The reply must consist of one number: how many lines of the data include the word "Huaya".

### Extracted entries:
=====
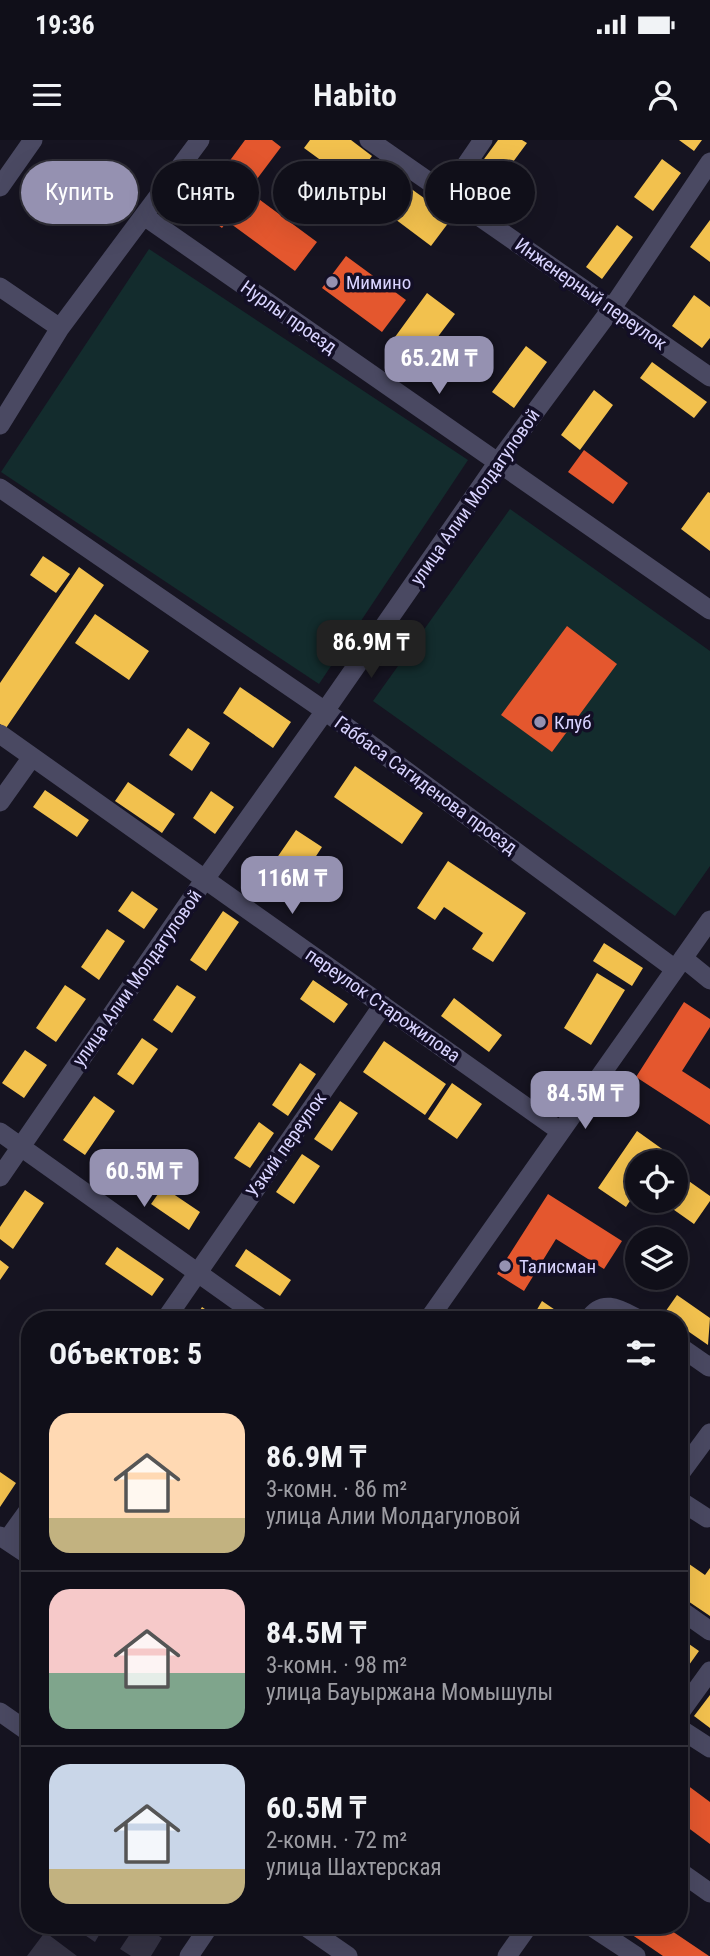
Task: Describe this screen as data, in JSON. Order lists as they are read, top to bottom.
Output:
{
  "streets": {
    "street": [
      "Инженерный переулок",
      "Нурлы проезд",
      "улица Алии Молдагуловой",
      "Габбаса Сагиденова проезд",
      "переулок Старожилова",
      "Узкий переулок"
    ]
  },
  "crossings": [
    ["Инженерный переулок", "улица Алии Молдагуловой"],
    ["Нурлы проезд", "улица Алии Молдагуловой"],
    ["улица Алии Молдагуловой", "Габбаса Сагиденова проезд"],
    ["улица Алии Молдагуловой", "переулок Старожилова"],
    ["переулок Старожилова", "Узкий переулок"]
  ],
  "places": ["Мимино", "Клуб", "Талисман"],
  "page": {
    "status": "19:36",
    "header": "Habito",
    "chip": [
      "Купить",
      "Снять",
      "Фильтры",
      "Новое"
    ],
    "price": [
      "65.2M ₸",
      "86.9M ₸",
      "116M ₸",
      "84.5M ₸",
      "60.5M ₸"
    ],
    "heading": "Объектов: 5",
    "list": [
      {
        "name": "86.9M ₸",
        "note": "3-комн. · 86 m² · улица Алии Молдагуловой"
      },
      {
        "name": "84.5M ₸",
        "note": "3-комн. · 98 m² · улица Бауыржана Момышулы"
      },
      {
        "name": "60.5M ₸",
        "note": "2-комн. · 72 m² · улица Шахтерская"
      }
    ]
  }
}
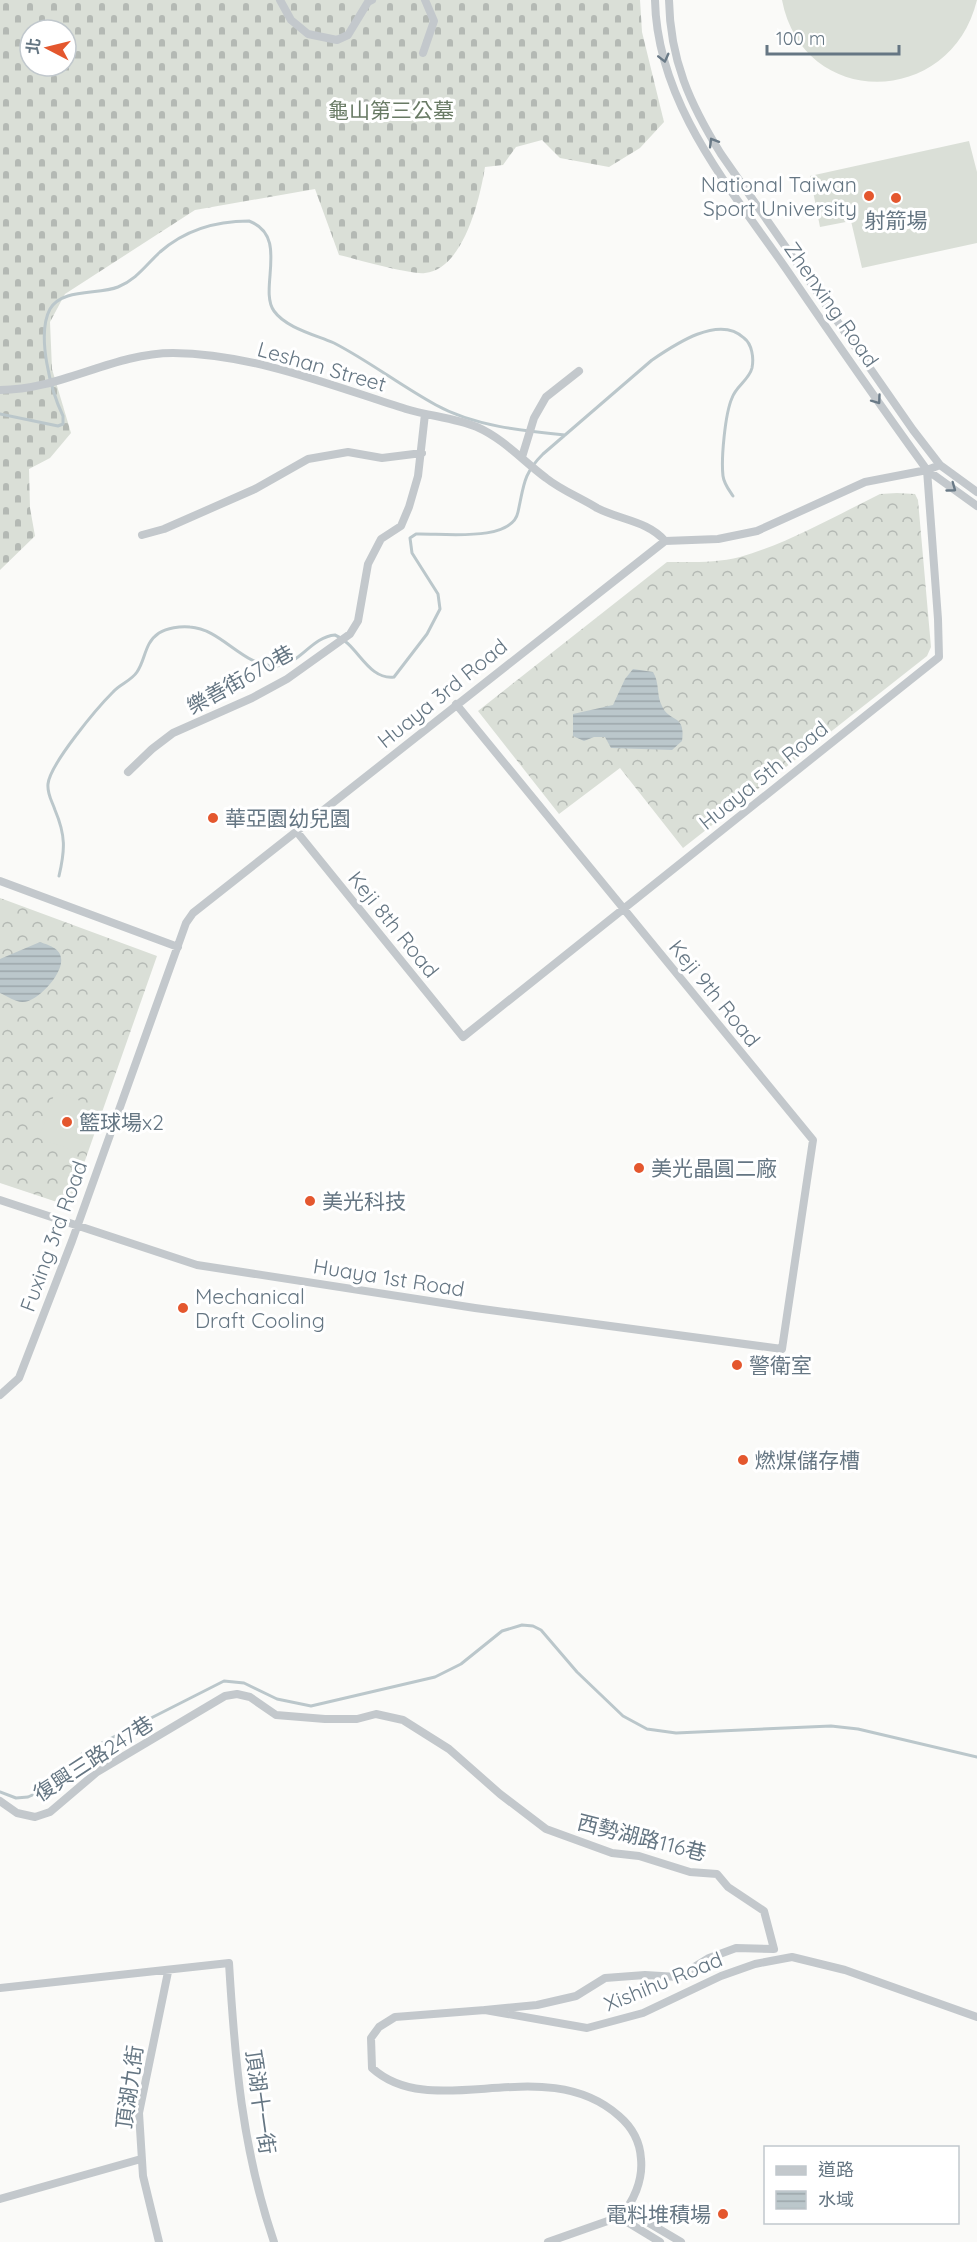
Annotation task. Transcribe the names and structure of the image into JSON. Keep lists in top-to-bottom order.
{
  "streets": {
    "street": [
      "Zhenxing Road",
      "Leshan Street",
      "樂善街670巷",
      "Huaya 3rd Road",
      "Huaya 5th Road",
      "Keji 8th Road",
      "Keji 9th Road",
      "Fuxing 3rd Road",
      "Huaya 1st Road",
      "復興三路247巷",
      "西勢湖路116巷",
      "Xishihu Road",
      "頂湖九街",
      "頂湖十一街"
    ]
  },
  "crossings": [
    ["Zhenxing Road", "Huaya 5th Road"],
    ["Leshan Street", "樂善街670巷"],
    ["Leshan Street", "Huaya 3rd Road"],
    ["Huaya 3rd Road", "Keji 8th Road"],
    ["Huaya 3rd Road", "Keji 9th Road"],
    ["Huaya 3rd Road", "Fuxing 3rd Road"],
    ["Huaya 5th Road", "Keji 8th Road"],
    ["Huaya 5th Road", "Keji 9th Road"],
    ["Keji 9th Road", "Huaya 1st Road"],
    ["Fuxing 3rd Road", "Huaya 1st Road"],
    ["復興三路247巷", "西勢湖路116巷"],
    ["西勢湖路116巷", "Xishihu Road"],
    ["頂湖九街", "頂湖十一街"]
  ],
  "parks": ["龜山第三公墓"],
  "places": [
    "National Taiwan Sport University",
    "射箭場",
    "華亞園幼兒園",
    "籃球場x2",
    "美光晶圓二廠",
    "美光科技",
    "Mechanical Draft Cooling",
    "警衛室",
    "燃煤儲存槽",
    "電料堆積場"
  ],
  "legend": ["道路", "水域"],
  "scale_bar": "100 m",
  "north": "left"
}
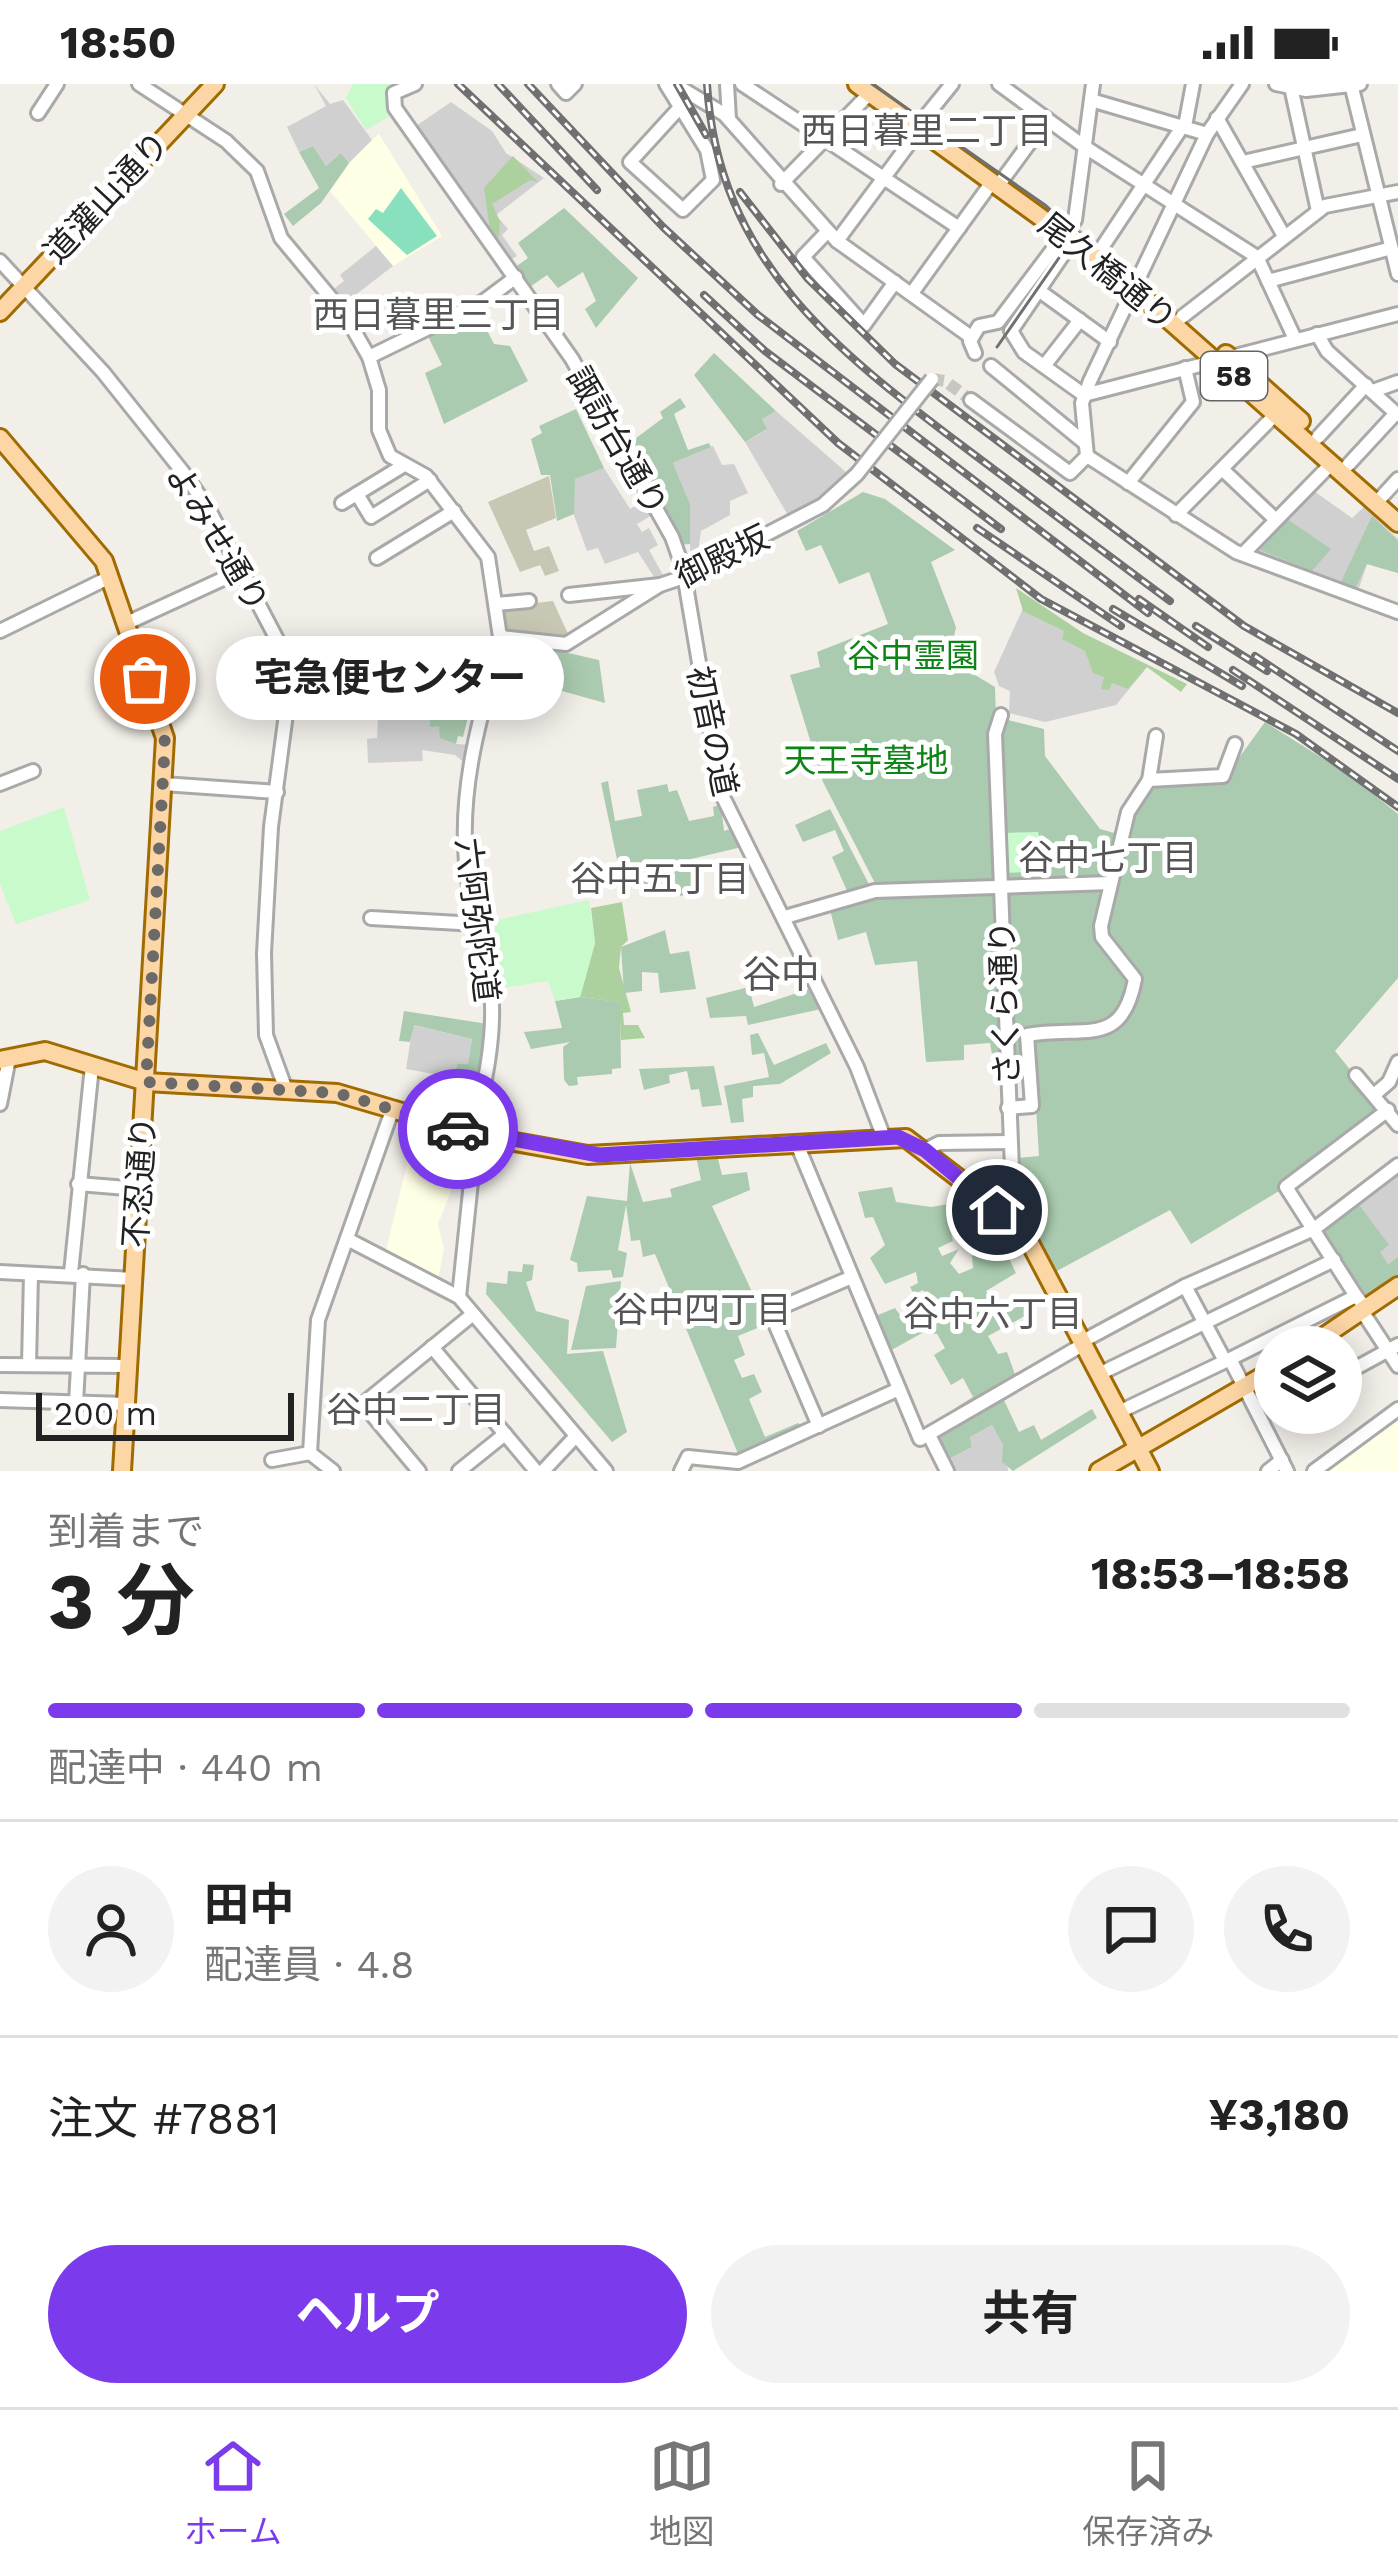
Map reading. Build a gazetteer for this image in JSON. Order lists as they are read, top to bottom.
{
  "streets": {
    "main road": [
      "道灌山通り",
      "尾久橋通り",
      "58",
      "不忍通り"
    ],
    "street": [
      "諏訪台通り",
      "よみせ通り",
      "御殿坂",
      "初音の道",
      "六阿弥陀道",
      "さくら通り"
    ]
  },
  "crossings": [
    ["道灌山通り", "よみせ通り"],
    ["諏訪台通り", "御殿坂"],
    ["諏訪台通り", "初音の道"],
    ["御殿坂", "初音の道"]
  ],
  "districts": [
    "西日暮里二丁目",
    "西日暮里三丁目",
    "谷中七丁目",
    "谷中五丁目",
    "谷中",
    "谷中四丁目",
    "谷中六丁目",
    "谷中二丁目"
  ],
  "parks": ["谷中霊園", "天王寺墓地"],
  "places": ["宅急便センター"],
  "scale_bar": "200 m",
  "page": {
    "status": "18:50",
    "bubble": "宅急便センター",
    "scale": "200 m",
    "heading": ["3 分", "到着まで", "18:53–18:58"],
    "panel": [
      "田中",
      "配達員 · 4.8",
      "注文 #7881",
      "¥3,180"
    ],
    "bar": "配達中 · 440 m",
    "buttons": ["ヘルプ", "共有"],
    "tabs": ["ホーム", "地図", "保存済み"]
  }
}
=====
### Your response:
12